Si le tribunal n’est pas lié par l’avis desdits comités régionaux de reconnaissance des maladies professionnelles, force est de constater qu’au soutien de ses demandes Madame [B] [X] épouse [T] se cantonne à contester leurs conclusions, sans apporter le moindre élément de nature à remettre en question l’appréciation médicale desdits comités, alors qu’il lui incombe de rapporter la preuve d’un lien direct entre sa pathologie et l’exposition professionnelle, en l’absence de respect de l’ensemble des conditions du tableau n°57.
Faute pour Madame [B] [X] épouse [T] d’apporter des éléments nouveaux permettant de passer outre les deux avis défavorables des comités régionaux de reconnaissance des maladies professionnelles, il convient de la débouter de ses demandes.
— sur les dépens et l’exécution provisoire
Par application des dispositions de l’article 696 du code de procédure civile, la partie perdante est condamnée aux dépens, à moins que le juge, par décision motivée, n’en mette la totalité ou une fraction à la charge d’une autre partie.
Madame [B] [X] épouse [T], qui succombe au principal, sera condamnée aux entiers dépens de l’instance et déboutée par voie de conséquence de sa demande au titre des frais irrépétibles.

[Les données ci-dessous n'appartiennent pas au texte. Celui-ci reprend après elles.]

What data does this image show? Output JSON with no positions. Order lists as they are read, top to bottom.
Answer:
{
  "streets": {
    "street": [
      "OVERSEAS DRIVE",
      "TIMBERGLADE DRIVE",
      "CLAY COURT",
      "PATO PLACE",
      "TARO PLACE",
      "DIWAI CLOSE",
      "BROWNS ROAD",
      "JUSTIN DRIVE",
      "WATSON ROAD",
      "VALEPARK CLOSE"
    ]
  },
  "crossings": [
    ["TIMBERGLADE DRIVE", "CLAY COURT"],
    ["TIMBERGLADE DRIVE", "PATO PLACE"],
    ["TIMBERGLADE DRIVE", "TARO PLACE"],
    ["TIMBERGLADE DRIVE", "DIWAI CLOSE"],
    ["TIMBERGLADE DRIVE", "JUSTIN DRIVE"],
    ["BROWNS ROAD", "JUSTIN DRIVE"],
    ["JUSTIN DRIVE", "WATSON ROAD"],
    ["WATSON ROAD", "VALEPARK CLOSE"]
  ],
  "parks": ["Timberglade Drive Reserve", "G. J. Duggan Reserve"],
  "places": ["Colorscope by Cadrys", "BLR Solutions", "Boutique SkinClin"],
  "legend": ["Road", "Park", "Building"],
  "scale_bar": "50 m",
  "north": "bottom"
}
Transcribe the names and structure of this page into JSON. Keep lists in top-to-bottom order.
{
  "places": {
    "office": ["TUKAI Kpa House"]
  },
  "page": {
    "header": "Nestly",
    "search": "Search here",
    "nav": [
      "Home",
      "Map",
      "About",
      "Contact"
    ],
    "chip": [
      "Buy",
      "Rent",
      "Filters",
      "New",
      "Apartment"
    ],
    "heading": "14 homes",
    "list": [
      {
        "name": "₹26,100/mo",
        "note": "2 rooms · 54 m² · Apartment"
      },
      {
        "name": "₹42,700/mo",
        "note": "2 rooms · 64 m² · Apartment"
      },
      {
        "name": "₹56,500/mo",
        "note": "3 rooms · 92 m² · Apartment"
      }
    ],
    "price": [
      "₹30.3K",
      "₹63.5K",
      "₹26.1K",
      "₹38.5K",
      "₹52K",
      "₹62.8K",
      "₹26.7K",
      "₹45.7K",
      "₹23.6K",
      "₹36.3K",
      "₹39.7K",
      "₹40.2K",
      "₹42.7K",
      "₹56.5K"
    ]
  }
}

Aux termes de l’article R. 142-10-6 alinéa 1er du code de la sécurité sociale, le tribunal peut ordonner l’exécution par provision de ses décisions. Au regard des dispositions du jugement ainsi rendu, il n’y a pas lieu à ordonner l’exécution provisoire.
PAR CES MOTIFS
Le tribunal statuant publiquement, par jugement contradictoire, rendu en premier ressort et mis à disposition au greffe de la juridiction :
DIT que la pathologie présentée par Madame [B] [X] épouse [T], consistant en une rupture de la coiffe des rotateurs de l’épaule droite objectivée par [16], qui a fait l’objet d’une première constatation médicale en date du 1er janvier 2018, ne peut être prise en charge au titre de la législation sur les maladies professionnelles ;
DÉBOUTE en conséquence Madame [B] [X] épouse [T] de l’ensemble de ses demandes ;
CONDAMNE Madame [B] [X] épouse [T] aux dépens ;
DIT n’y avoir lieu à exécution provisoire de la présente décision.
En foi de quoi le présent jugement a été prononcé au Palais de justice d’Annecy le seize octobre deux mil vingt cinq, par mise à disposition au greffe, les parties en ayant été avisées conformément à l’article 450 du code de procédure civile et signé par Madame Carole MERCIER, Présidente et Madame Caroline BERRELHA, Greffière.